The second is scenario realism. In the aircraft, emergency scenarios are necessarily rehearsed. An instructor cannot shut down an engine at 100 feet above the runway threshold in a real aircraft. They cannot place a student in inadvertent instrument meteorological conditions in visual flight rules training. In the simulator, they can — and they can let the scenario run all the way to its conclusion, whether that means the student successfully identifies a landing field or learns something important from getting it wrong. Inadvertent flight into IMC is one of the leading causes of general aviation fatalities. Ab initio training currently has almost no way to give students meaningful exposure to what that experience feels like. High-fidelity simulation changes that.
There is a final argument that Sykes makes from a school operations perspective, and it will resonate with any training organisation trying to grow in a constrained environment. US Aviation Academy has effectively reached the physical limits of what it can do with aircraft at several of its locations. Ramp space is full. Practice airspace within fifty miles is saturated. There is no room to add more aircraft.

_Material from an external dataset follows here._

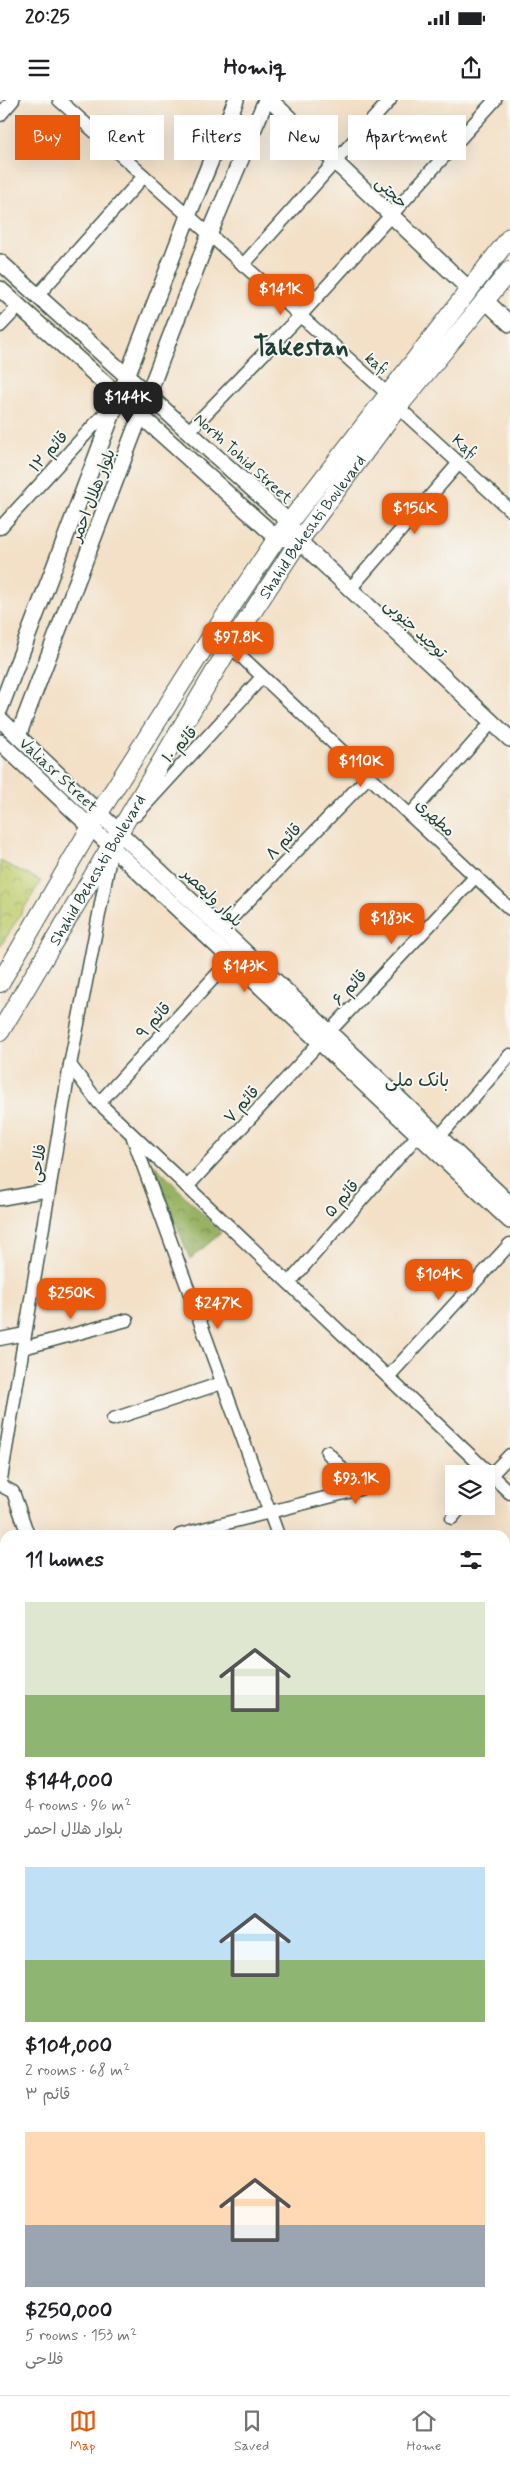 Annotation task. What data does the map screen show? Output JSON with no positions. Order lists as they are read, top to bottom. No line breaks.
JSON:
{"streets":{"main road":["Shahid Beheshti Boulevard"],"street":["حجتی","kafi","Kafi","قائم ۱۲","North Tohid Street","بلوار هلال احمر","توحید جنوبی","قائم ۱۰","Valiasr Street","مطهری","قائم ۸","بلوار ولیعصر","قائم ۶","قائم ۹","قائم ۷","فلاحی","قائم ۵"]},"crossings":[["حجتی","Shahid Beheshti Boulevard"],["kafi","Kafi"],["kafi","بلوار هلال احمر"],["kafi","Shahid Beheshti Boulevard"],["Kafi","Shahid Beheshti Boulevard"],["قائم ۱۲","بلوار هلال احمر"],["North Tohid Street","بلوار هلال احمر"],["North Tohid Street","Shahid Beheshti Boulevard"],["North Tohid Street","توحید جنوبی"],["بلوار هلال احمر","بلوار ولیعصر"],["Shahid Beheshti Boulevard","توحید جنوبی"],["Shahid Beheshti Boulevard","قائم ۱۰"],["Shahid Beheshti Boulevard","Valiasr Street"],["Shahid Beheshti Boulevard","مطهری"],["Shahid Beheshti Boulevard","بلوار ولیعصر"],["Shahid Beheshti Boulevard","فلاحی"],["قائم ۱۰","مطهری"],["قائم ۱۰","بلوار ولیعصر"],["قائم ۱۰","فلاحی"],["Valiasr Street","بلوار ولیعصر"],["مطهری","قائم ۸"],["مطهری","قائم ۶"],["قائم ۸","بلوار ولیعصر"],["بلوار ولیعصر","قائم ۶"],["بلوار ولیعصر","قائم ۷"],["بلوار ولیعصر","فلاحی"],["قائم ۶","قائم ۷"]],"districts":["Takestan","بانک ملی"],"page":{"status":"20:25","header":"Homiq","chip":["Buy","Rent","Filters","New","Apartment"],"price":["$141K","$144K","$156K","$97.8K","$110K","$183K","$143K","$104K","$250K","$247K","$93.1K"],"heading":"11 homes","list":[{"name":"$144,000","note":"4 rooms · 96 m² · بلوار هلال احمر"},{"name":"$104,000","note":"2 rooms · 68 m² · قائم ۳"},{"name":"$250,000","note":"5 rooms · 153 m² · فلاحی"}],"tabs":["Map","Saved","Home"]}}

The only viable growth pathway is to move more training off the ramp and into simulation facilities — not as a compromise, but as a deliberate capacity strategy. More simulation also means less exposure to the irreducible risk that comes with putting an aircraft in the air. Human error cannot be eliminated; it can be managed, and one way to manage it is to ensure that when a student does get into the aircraft, they have done as much preparation as possible in an environment where mistakes do not have consequences.
This is the logic that has underpinned simulator-based training in airline operations for decades. Sykes is making the case that the same logic applies at the ab initio level — and that the technology has now reached a point where it is economically viable to act on it.